Friday, March 06, 2009

Not a record to be proud of

Twenty-nine days without a post.

Not a sign of spiritual or emotional solidity, to be sure. Which, I guess, is what a friend would call "the God's honest truth of the matter."

My blogging absence started with not feeling quite well - a winter cold that turned into a sinus infection, then into a series of bloody noses and all kinds of plague-like symptoms that even grossed me out, at times. Started right about the time I signed up for a year of YMCA membership - which really annoyed me, at times. Sadly, however, I literally was too exhausted to even care, most days.

And then the announcement that we've been afraid of for more than a year came out: The Evil Empire will be closing our office by December 31st, and will be outsourcing our operation to their operations in Mumbai, India. The original target for the "transition" was originally in the June-to-September timeframe. But our offshore operations ended up with a surplus of India folks who have "transitioned" from another team (one of our clients, a national department-store firm, went bankrupt and ceased operations in December).

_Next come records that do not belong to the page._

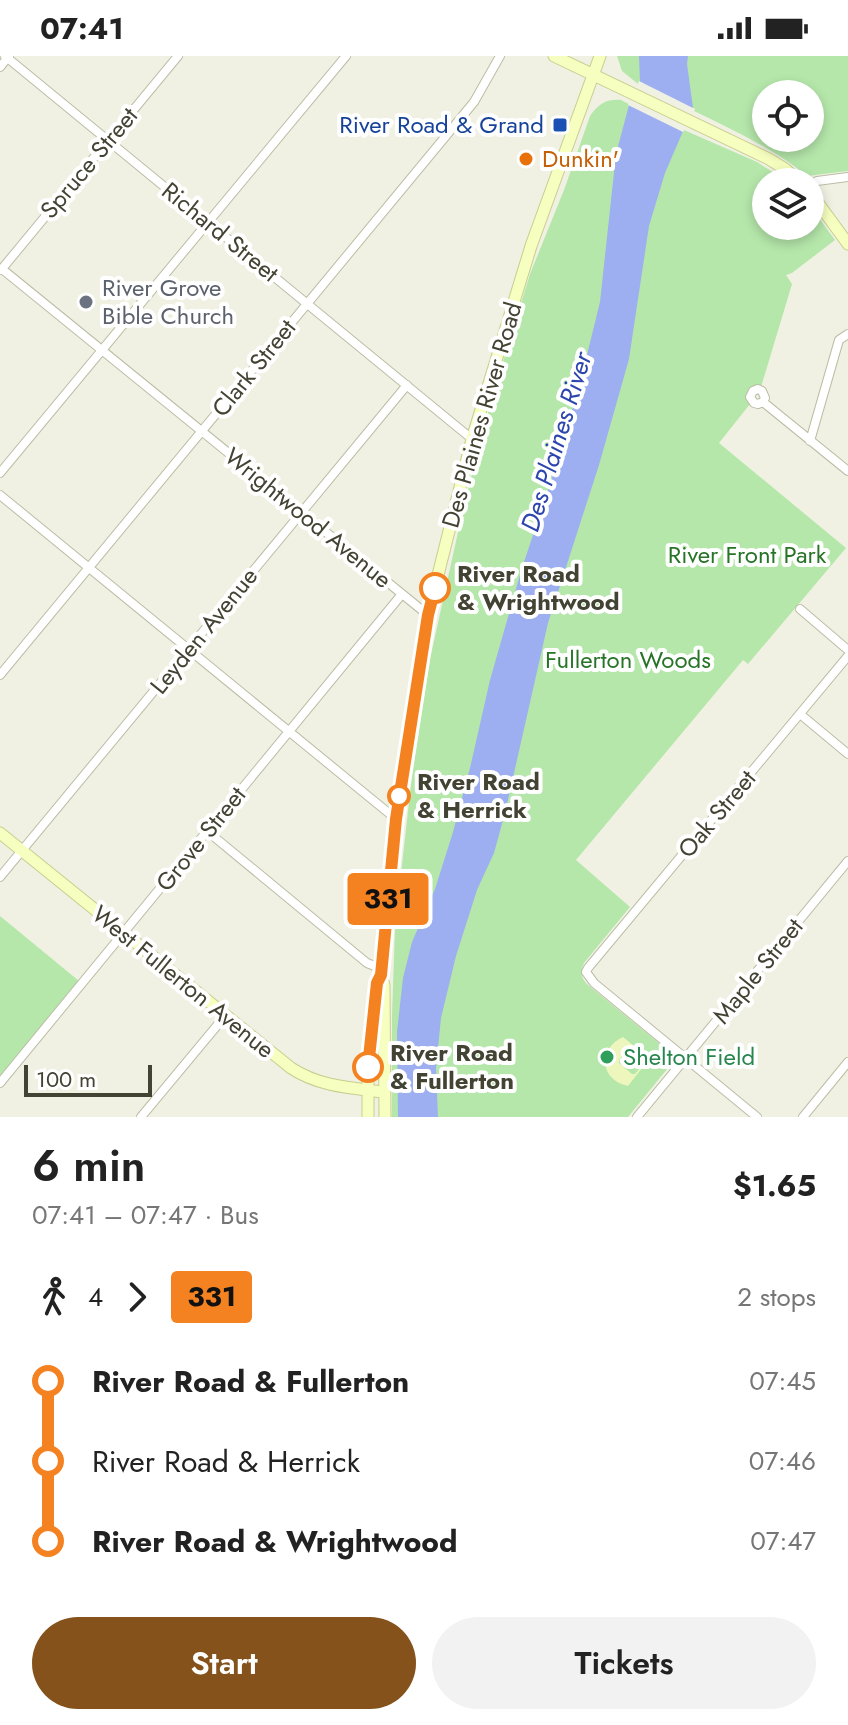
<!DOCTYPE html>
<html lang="en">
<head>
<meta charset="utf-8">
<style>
  :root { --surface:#fff; --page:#f2f2f2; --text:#222; --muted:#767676; --accent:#84521a }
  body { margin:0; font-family:Jost,sans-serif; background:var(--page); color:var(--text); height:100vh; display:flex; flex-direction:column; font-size:30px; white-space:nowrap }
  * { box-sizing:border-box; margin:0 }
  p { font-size:26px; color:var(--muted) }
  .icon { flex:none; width:44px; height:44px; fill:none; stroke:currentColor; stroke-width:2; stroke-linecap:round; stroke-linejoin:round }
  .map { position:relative; height:1061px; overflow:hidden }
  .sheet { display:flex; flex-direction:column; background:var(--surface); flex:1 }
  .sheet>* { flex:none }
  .badge { padding:0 16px; border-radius:6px; font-size:28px; line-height:52px }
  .tools { position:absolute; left:752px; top:24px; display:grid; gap:16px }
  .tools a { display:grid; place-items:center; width:72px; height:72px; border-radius:50%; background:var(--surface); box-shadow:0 4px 12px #0003; font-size:40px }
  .scale { position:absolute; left:24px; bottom:20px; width:128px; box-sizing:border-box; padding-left:8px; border:4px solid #434333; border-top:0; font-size:22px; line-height:28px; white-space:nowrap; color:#434333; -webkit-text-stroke:6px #fff; paint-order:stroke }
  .map>.badge { position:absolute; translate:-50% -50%; box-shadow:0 0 0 4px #fff }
  .legs { display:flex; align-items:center; gap:12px; height:88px; padding:0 32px; font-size:26px }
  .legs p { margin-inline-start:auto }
  .head { display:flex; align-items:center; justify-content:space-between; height:136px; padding:0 32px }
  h1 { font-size:44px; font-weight:600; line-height:60px }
  .action { display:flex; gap:16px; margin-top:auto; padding:16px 32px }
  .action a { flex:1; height:92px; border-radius:48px; background:var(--accent); color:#fff; font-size:32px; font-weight:600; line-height:92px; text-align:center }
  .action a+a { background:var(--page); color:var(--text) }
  ul { padding:0 32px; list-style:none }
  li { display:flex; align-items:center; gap:28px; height:80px; font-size:30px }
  li i { display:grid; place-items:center; width:12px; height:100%; margin:0 10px; background:currentColor }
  li i::after { content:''; width:20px; height:20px; margin:-10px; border:6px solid; border-radius:50%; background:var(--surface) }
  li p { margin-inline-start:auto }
  li:first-child i { background:linear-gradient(#0000 50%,currentColor 0) }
  li:last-child i { background:linear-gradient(currentColor 50%,#0000 0) }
  .status { display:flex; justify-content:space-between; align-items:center; height:56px; padding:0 40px; background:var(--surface); direction:ltr }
  .status svg { height:22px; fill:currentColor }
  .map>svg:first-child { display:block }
</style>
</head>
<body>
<div class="status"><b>07:41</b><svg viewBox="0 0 49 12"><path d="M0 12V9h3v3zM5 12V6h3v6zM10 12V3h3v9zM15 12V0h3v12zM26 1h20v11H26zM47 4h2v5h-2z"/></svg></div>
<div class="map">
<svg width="848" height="1061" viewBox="0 0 848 1061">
  <rect width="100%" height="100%" fill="#f0f1e3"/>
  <!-- green -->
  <path fill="#b5e7aa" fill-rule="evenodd" d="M617,0H848V115L807,120C773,92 733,74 694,55L695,53L639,26L638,28L622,15ZM766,38H810V82H766Z
    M621,44L683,76L684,74L757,106L787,125L789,126H766V170H810V150L835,184L792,217L786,219L792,228L761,331L755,329L748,334L747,342L750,348L719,387L846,492L748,608L743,604L576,804L630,851L584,907C580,917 581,922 588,929L671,997L674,1000L672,1007L628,1061H392V959L395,872L411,728L430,603L464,449L491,345L530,218L564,134L590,60C599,47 607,43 621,44Z
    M0,860L79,925L0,1020Z"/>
  <!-- sand -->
  <path fill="#edf7bd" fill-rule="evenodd" d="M623,981L645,999L649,998L652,1002L650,1007H646L628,1030C600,1024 597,993 623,981ZM629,991H632L644,1001L645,1006L635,1018H632L619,1007V1004Z"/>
  <!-- water -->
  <path fill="#9daff0" d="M639,0H688L687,8L693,52L665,117L649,170L629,303L599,409L548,567L505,757L494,797L477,834L456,900L441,962L436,1012L438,1061H398L397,976L403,922L412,886L435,833L453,776L470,712L490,624L522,512L554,416L581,323L600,246L616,98L629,49L640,26Z"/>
  <!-- pier -->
  <path fill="#f0f1e3" d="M639,25L695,53L683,76L628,49Z"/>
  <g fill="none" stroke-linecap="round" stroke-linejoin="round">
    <defs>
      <path id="street" d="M5,0L472,383
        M0,11L9,0
        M810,130L817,125L848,121
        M2,213L428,559
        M1,214L178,0
        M763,346L765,342L762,335L758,333L753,335L750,341L754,347L758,348L763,346L848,415
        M810,385L839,284L848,278
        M0,417L346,0
        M0,439L396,763
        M800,553L848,594
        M0,619L474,46L500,0
        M800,658L848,698
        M207,775L367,907L382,913
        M0,821L407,329
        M0,1027L402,538
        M141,1061L225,960
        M637,1061L848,805
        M757,1061L594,927L586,916L588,912L848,600
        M803,1061L848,1006"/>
      <path id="secondary" d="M554,0L769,103L785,113L800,126
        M810,136L848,188
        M0,777L291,1012C320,1031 352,1032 384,1036
        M381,919L384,929L385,1061
        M368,1061V1014L377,927L381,919L396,763L428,559L472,383L531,190L600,0"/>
    </defs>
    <!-- street casing -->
    <use href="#street" stroke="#bcbda5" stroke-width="10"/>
    <!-- secondary casing -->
    <use href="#secondary" stroke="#c7ce90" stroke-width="13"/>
    <!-- street -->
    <use href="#street" stroke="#fff" stroke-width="8"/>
    <!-- secondary -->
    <use href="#secondary" stroke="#f6ffbf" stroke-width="11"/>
  </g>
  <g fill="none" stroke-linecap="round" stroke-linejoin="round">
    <defs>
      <path id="line-1" d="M368,1011L377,927L381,919L396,763L428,559L435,532"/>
    </defs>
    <!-- line-1 casing -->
    <use href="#line-1" stroke="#fff" stroke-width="18"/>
    <!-- line-1 -->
    <use href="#line-1" stroke="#f58220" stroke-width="12"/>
  </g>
  <!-- markers -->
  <rect fill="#1a4fb4" stroke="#fff" stroke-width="3" x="552" y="61" width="16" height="16" rx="4"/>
  <circle fill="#e8710a" stroke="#fff" stroke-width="3" cx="526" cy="103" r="8"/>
  <circle fill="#6b7280" stroke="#fff" stroke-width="3" cx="86" cy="246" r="8"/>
  <g fill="#fff" stroke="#f58220" stroke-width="4">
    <circle cx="435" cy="532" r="14"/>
    <circle cx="399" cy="740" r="10"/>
    <circle cx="368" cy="1011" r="14"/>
  </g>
  <circle fill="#2e9e5b" stroke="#fff" stroke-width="3" cx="607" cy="1001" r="8"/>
  <g text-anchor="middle" stroke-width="8" stroke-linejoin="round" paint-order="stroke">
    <!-- transit labels -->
    <g font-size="24" fill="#164399" stroke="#fff" text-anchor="end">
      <text x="544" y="77">River Road &amp; Grand</text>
    </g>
    <!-- food labels -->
    <g font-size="24" fill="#c56008" stroke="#fff" text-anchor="start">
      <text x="542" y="111">Dunkin'</text>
    </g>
    <!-- street labels -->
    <g font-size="24" fill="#434333" stroke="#fff">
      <text transform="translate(89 107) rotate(-50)" y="8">Spruce Street</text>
      <text transform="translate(220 176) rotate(39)" y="8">Richard Street</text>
      <text transform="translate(254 312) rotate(-51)" y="8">Clark Street</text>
      <text transform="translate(482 359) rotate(-74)" y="8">Des Plaines River Road</text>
      <text transform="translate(308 462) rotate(39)" y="8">Wrightwood Avenue</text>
      <text transform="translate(204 575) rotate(-51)" y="8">Leyden Avenue</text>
      <text transform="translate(717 758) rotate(-50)" y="8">Oak Street</text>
      <text transform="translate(201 783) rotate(-51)" y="8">Grove Street</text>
      <text transform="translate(758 915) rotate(-51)" y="8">Maple Street</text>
      <text transform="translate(183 926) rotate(39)" y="8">West Fullerton Avenue</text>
    </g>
    <!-- worship labels -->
    <g font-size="24" fill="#5b616d" stroke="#fff" text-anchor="start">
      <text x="102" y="240">River Grove<tspan x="102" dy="28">Bible Church</tspan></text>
    </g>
    <!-- park labels -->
    <g font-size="24" fill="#277427" stroke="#fff">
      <text x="747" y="507">River Front Park</text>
      <text x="628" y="612">Fullerton Woods</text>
    </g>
    <!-- stop labels -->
    <g font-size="24" font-weight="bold" fill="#434333" stroke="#fff" text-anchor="start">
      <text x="457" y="526">River Road<tspan x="457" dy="28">&amp; Wrightwood</tspan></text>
      <text x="417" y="734">River Road<tspan x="417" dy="28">&amp; Herrick</tspan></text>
      <text x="390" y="1005">River Road<tspan x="390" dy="28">&amp; Fullerton</tspan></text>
    </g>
    <!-- leisure labels -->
    <g font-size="24" fill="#27864d" stroke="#fff" text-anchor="start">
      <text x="623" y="1009">Shelton Field</text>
    </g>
    <!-- water labels -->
    <g font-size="26" font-style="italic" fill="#2d46ae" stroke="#fff">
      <text transform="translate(556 386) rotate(-73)" y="9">Des Plaines River</text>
    </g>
  </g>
</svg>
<div class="tools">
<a><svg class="icon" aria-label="locate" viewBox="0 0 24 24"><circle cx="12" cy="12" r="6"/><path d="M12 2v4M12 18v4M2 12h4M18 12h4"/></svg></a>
<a><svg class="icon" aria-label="layers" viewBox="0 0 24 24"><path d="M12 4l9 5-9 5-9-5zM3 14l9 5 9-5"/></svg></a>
</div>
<div class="scale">100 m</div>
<b class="badge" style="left:388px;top:843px;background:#f58220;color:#111">331</b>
</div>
<section class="sheet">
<div class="head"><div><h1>6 min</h1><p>07:41 – 07:47 · Bus</p></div><b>$1.65</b></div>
<div class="legs"><svg class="icon" aria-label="walk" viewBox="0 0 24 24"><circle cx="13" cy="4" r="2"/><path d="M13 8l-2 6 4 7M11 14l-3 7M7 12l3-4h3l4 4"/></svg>4<svg class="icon" aria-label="forward" viewBox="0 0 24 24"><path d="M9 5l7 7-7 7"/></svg><b class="badge" style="background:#f58220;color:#111">331</b><p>2 stops</p></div>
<ul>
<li><i style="color:#f58220"></i><b>River Road &amp; Fullerton</b><p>07:45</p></li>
<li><i style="color:#f58220"></i><span>River Road &amp; Herrick</span><p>07:46</p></li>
<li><i style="color:#f58220"></i><b>River Road &amp; Wrightwood</b><p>07:47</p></li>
</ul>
<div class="action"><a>Start</a><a>Tickets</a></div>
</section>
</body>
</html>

So we are creating "standard operating procedures" or SOPs (euphemism for idiot-proof job guides at the "...and the monkey pushes the button..." level of detail), and have begun the process of actually training the men and women who will be taking our jobs. I wish that I could say that I have been a resentment-free, willing participant in this process, but I have found more than a couple days when it took every fiber in my being to walk from the bedroom to the kitchen and sign on to the network at The Empire. (Could I call this chapter in my life The Empire Strikes Back, I wonder?...)

Then, my sister and brother-in-law have been even sicker than I have been - having both the respiratory and gastro-intestinal varieties of plague. Jeff is still without a job - although Sue has been sending out resumes and doing what she can. But she has been struggling with her own health, and both the advancing symptoms of fibromyalgia and the ongoing financial burdens of the now-abandoned condo (keeping enough heat on to keep pipes from freezing has still cost them almost $200 a month in this bitterly cold winter).

We do not have winters like my Canadian brothers and sisters - not even like br'er Ben up in Lansing. But the consensus of the long-timers here is that this has been the longest stretch of below-freezing weather that northwest Ohio has had in many a long year (some would say back to the epic Blizzard of '78). That has probably contributed to my bear-in-a-cave syndrome. Being sick and cold and cranky is not a pretty combination, even in a man of great character. In a whiney, self-centered bear like me, it's not been pretty at all.

But there is still much to celebrate.

Chris started his new job at a local hobby center at the end of January, and is vastly happier with his days and nights than he ever was with The Spawn of Satan Hotel. He has had a couple dances with his someday-future dream job in Champaign, but a recent trip there basically told him that the dream will still be deferred a while longer. However, our relationship remains strong, and I still thank God that this wonderful guy is in my life.

After a long-ish drought, a young man has asked me to sponsor him in the recovery process, and that has loosened some of the spiritual logjam in my soul. (I was beginning to believe that somehow I'd lost whatever it was that was attractive in sobriety, and nobody "wanted what I had." Thankfully, that doesn't seem to be the case...)

I wish I could find a faith community in which I could feel comfortable; partly I have resisted because of Chris' Sunday schedule, but to be honest, I just don't want to get into it, right now. But as Ash Wednesday came and went, I have to admit to missing the sounds of the "Holden Evening Prayer" and being a part of a caring face-to-face community of believers.

The liturgical calendar says that it is Lent - but it seems like the Easter Vigil - somewhere between crucifixion and resurrection. A time of waiting, a time of not knowing the answers, hoping for recreation, for new life. And, for now, a time for "trudging the road" - even when it seems like it is covered with cold molasses.

One day at a time, one trudging step at a time, trusting that we are moving forward - even when we cannot see the way.

4 comments:

Peter said...

Yep. And I like the r/c Piper Cub model in the pic, Steve Man. Getting a major urge to loiter in a hobby shop, just like when I was a teen.

Your post reminds me of Coleridge's Rime of the Ancient Mariner, in which the cursed protagonist offers a spontaneous blessing to some creatures ("unawares"), and his torment is eased. I think that a blessing came to you in yours. Not that you're a "creature"! :)

Hope said...

Good to hear your voice again Steve. Hugs to you across the miles today.

Erin said...

I'm sorry that so much has been so difficult. I frankly can't even imagine having to train my replacement in that kind of context. You're a better man than I. Well... you know what I mean ;)

Pausing to pray for you and yours...

Vic Mansfield said...

And I'm late in catching up on my blog reading. Good to hear about what's gonig on. Hope the health is better now. Blessings and cheers.